JWock82 / PyNite

A 3D structural engineering finite element library for Python.
MIT License
421 stars 86 forks source link

Results arrays (#144) #145

Closed connorferster closed 1 year ago

connorferster commented 1 year ago

Addresses #144 with the following changes:

connorferster commented 1 year ago

@JWock82

Let me know your thoughts on this and if you would like any other additions to the code base to support this proposed change.

JWock82 commented 1 year ago

I like this. It seems like shear_array and plot_shear are similar to each other and this could be done in plot_shear with an argument that switches the output from matplotlib to an array. If you want to merge the methods together feel free and then issue another PR. Otherwise I'll merge this PR and then merge the methods myself when I find a spare moment in the next week or so.

connorferster commented 1 year ago

Glad you like it!

Agreed, the "array" functions and the "plot" methods are similar and the implementation code is repetitive. I hear what you are saying on adding a boolean flag to the plot methods. My only misgiving with such an approach is that it would make the return type of the plot functions inconsistent which I think is unexpected. If (I mean "when") I was cruising the API to see what method to use to get a result array, the plot methods would not be my first guess.

However, I think that reducing the amount of repetition would be good because it reduces the quantity of code requiring maintenance. Let me know what you think of this counter proposal:

Add a method like this:

def _results_array(self, action: str, n_points: int, direction: Optional[str] = None, combo_name="Combo 1") -> np.ndarray:
    """
    Returns the results array according to the parameters.

    action: {"shear", "moment", "torque", "axial", "deflection", "rel_deflection"}
    n_points: the number of points
    direction: the direction of action to retrieve
    combo_name: the load combination to retrieve
    """
    action_function = getattr(self, action)
    L = self.L()
    x_arr = linspace(0, L, n_points)
    if direction is None:
            y_arr = array(
                [self.action_function(x, combo_name) for x in x_arr]
            )
    else:
            y_arr = array(
                [self.action_function(direction, x, combo_name) for x in x_arr]
            )
    return array([x_arr, y_arr])

Then, the implementation of each array function simply becomes:

def shear_array(direction: str, n_points: int, combo_name="Combo1") -> array:
    """
    ...doc string
    """
    return self._results_array("shear", direction, n_points, combo_name)

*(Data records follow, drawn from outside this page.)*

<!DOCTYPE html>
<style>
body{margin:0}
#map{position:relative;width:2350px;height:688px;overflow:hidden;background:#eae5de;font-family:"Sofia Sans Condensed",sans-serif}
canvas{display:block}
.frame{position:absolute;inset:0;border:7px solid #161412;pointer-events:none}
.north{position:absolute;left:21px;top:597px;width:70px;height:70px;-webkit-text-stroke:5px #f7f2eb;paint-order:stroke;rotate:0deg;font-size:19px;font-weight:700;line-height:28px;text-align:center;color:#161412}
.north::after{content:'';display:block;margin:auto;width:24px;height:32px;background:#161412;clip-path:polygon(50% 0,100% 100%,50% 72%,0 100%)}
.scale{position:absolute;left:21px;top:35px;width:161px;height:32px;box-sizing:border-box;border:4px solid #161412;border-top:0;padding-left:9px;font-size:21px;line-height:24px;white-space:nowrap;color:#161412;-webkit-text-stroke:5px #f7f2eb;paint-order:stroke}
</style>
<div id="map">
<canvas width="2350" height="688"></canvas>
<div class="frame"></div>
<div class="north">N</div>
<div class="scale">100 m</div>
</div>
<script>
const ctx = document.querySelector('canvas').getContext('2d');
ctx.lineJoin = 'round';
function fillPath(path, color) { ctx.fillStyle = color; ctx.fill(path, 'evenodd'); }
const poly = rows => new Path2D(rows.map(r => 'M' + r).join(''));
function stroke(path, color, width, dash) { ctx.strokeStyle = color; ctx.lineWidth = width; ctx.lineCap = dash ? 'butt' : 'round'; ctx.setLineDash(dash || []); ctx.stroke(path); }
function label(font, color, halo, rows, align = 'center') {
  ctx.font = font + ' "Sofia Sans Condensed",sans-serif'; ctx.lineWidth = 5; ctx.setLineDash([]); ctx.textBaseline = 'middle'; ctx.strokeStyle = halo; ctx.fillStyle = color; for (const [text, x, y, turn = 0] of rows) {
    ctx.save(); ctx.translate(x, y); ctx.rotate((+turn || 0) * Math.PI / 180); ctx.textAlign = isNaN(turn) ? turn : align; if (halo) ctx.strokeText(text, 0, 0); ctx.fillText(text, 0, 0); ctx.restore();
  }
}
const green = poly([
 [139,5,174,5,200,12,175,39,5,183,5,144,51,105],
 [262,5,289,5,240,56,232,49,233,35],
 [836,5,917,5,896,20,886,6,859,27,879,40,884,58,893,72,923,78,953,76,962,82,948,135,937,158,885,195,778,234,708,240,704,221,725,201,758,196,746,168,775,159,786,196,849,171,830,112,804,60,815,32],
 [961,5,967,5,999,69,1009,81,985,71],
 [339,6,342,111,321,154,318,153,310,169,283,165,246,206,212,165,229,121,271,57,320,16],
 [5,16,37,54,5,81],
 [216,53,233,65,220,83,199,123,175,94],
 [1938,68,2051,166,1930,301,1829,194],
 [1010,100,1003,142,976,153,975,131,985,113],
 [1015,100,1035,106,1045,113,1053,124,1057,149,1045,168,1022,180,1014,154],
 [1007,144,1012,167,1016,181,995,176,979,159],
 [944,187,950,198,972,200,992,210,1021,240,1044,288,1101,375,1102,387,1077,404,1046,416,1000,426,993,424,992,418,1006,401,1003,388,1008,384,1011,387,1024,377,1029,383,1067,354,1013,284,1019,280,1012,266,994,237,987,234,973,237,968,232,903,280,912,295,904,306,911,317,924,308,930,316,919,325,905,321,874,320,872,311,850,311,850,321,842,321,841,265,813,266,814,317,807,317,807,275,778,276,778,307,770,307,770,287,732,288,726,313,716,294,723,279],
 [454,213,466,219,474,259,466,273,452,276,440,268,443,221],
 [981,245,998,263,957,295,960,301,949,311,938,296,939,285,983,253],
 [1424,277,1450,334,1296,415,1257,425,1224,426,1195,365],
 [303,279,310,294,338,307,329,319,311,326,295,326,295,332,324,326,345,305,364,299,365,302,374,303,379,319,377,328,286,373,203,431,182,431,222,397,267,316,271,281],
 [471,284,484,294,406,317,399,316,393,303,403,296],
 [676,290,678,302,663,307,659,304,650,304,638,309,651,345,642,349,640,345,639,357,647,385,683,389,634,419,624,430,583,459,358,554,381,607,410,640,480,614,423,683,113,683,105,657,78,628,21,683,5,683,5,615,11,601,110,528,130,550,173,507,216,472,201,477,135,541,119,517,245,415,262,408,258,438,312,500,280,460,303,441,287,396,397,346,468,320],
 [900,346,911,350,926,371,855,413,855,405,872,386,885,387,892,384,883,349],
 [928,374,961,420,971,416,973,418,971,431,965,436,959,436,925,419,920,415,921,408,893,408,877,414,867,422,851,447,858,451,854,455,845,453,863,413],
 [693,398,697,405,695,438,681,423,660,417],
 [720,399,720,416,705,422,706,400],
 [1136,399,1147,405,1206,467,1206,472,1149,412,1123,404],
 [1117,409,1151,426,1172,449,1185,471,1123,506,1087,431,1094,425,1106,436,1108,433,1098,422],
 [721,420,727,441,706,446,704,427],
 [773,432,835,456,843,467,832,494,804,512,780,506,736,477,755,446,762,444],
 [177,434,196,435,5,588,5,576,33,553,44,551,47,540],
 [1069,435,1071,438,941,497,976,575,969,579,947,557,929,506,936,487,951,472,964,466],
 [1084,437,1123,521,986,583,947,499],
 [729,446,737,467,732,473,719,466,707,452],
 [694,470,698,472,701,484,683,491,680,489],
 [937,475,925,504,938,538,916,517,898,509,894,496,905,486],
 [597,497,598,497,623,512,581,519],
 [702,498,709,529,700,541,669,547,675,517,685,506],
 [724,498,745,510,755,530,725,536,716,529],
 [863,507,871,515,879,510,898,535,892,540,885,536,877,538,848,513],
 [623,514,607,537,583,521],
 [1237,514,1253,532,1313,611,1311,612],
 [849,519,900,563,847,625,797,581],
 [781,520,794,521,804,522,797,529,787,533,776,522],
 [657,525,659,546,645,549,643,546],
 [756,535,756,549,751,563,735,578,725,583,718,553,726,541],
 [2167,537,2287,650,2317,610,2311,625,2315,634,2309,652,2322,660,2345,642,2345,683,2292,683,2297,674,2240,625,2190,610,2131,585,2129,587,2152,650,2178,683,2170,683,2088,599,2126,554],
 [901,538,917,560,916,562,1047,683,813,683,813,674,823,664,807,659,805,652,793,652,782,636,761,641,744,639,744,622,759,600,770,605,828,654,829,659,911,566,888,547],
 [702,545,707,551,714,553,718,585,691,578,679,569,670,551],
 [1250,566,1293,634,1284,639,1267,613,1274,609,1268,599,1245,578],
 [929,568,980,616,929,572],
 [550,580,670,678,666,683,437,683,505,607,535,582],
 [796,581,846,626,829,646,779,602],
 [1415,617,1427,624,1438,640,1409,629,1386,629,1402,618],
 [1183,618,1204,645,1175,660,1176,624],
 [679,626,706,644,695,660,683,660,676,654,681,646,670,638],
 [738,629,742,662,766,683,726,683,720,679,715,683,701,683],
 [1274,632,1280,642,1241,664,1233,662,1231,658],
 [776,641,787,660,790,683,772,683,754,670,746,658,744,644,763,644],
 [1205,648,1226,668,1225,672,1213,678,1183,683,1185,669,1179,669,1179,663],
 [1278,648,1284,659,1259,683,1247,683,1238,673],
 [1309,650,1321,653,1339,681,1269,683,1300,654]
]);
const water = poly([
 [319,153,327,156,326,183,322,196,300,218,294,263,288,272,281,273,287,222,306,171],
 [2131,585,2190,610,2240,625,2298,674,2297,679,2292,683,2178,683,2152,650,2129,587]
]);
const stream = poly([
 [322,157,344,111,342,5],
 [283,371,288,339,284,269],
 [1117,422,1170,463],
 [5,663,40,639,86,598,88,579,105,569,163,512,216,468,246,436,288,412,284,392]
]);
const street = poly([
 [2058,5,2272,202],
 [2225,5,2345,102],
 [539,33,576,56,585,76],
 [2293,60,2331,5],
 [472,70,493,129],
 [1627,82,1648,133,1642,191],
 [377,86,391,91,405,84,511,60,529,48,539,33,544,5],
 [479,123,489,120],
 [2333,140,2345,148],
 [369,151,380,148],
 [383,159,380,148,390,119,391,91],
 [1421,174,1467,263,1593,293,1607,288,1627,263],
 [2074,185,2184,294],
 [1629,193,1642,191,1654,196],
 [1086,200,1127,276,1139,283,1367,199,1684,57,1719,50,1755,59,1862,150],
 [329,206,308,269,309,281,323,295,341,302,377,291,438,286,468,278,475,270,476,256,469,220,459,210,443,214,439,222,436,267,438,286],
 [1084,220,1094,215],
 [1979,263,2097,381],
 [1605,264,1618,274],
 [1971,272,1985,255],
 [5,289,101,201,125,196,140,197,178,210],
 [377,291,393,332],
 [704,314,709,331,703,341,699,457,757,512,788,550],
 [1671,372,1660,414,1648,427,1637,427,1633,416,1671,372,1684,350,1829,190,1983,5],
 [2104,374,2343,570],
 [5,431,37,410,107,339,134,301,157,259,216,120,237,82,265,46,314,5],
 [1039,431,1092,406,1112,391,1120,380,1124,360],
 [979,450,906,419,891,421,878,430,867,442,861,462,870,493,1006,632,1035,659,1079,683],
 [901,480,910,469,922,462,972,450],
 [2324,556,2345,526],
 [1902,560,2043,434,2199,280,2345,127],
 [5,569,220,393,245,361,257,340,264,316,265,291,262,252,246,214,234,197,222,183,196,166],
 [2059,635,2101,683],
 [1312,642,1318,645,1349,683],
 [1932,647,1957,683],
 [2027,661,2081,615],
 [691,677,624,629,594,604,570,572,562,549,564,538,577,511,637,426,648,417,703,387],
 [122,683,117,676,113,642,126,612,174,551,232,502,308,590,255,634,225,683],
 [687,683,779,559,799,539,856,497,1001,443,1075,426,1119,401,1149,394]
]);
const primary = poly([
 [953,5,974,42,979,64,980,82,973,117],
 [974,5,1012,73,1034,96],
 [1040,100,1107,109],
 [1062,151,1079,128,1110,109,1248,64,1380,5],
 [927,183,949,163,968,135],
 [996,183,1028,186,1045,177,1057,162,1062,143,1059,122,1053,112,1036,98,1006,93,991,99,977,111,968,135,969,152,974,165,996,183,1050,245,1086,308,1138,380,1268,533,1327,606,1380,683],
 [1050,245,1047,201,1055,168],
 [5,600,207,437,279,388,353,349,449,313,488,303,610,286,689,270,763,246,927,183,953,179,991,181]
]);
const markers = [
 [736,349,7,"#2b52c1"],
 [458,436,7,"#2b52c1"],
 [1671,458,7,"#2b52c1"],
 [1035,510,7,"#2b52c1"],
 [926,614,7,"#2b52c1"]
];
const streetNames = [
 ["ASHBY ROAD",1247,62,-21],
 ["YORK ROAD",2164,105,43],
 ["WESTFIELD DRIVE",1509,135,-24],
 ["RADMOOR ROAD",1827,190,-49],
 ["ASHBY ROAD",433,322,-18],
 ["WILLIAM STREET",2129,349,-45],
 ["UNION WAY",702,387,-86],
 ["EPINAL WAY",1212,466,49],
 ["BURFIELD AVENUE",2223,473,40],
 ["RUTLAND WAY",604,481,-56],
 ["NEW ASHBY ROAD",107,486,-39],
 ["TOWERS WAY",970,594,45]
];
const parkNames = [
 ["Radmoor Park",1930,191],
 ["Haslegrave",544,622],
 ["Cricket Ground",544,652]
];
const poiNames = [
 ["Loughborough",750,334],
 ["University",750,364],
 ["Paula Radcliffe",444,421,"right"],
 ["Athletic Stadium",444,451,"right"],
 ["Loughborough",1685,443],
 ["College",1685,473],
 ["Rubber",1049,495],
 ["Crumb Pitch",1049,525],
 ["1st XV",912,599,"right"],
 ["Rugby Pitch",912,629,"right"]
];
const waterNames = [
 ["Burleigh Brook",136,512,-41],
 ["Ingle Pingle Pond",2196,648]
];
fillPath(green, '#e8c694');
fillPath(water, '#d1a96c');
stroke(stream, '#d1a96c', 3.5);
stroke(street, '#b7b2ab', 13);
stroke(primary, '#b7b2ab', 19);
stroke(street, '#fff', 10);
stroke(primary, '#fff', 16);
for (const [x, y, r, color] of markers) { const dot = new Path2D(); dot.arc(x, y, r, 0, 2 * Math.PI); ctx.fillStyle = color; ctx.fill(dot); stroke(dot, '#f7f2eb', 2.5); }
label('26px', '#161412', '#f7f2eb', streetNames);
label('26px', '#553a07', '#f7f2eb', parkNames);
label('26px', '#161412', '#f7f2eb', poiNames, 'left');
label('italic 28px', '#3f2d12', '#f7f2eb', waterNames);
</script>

The plot functions could then call the _results_array methods in a similar fashion. This would leave, effectively, only one method that requires maintenance. If you wanted to take it further, you could do the same with the plot methods: abstract it into a single _results_plot method (for example) and then each plot method would simply call that, each with the appropriate inputs. Then you would only have two methods that need maintaining and you have created convenient and intuitive API endpoints for the user (i.e. plot_shear and shear_array, etc.)

Since these methods would be "private" methods, and only called internally by other methods, you could also do away with a lot of error checking (like checking if the action string passed was a valid action name). The current error checking in all of the plot functions could be moved to the _results_array method, further reducing the maintenance surface.

Let me know your thoughts on this and I can put it together.

JWock82 commented 1 year ago

I see what you're getting at, and I'll probably move it that direction. I've merged your PR for now.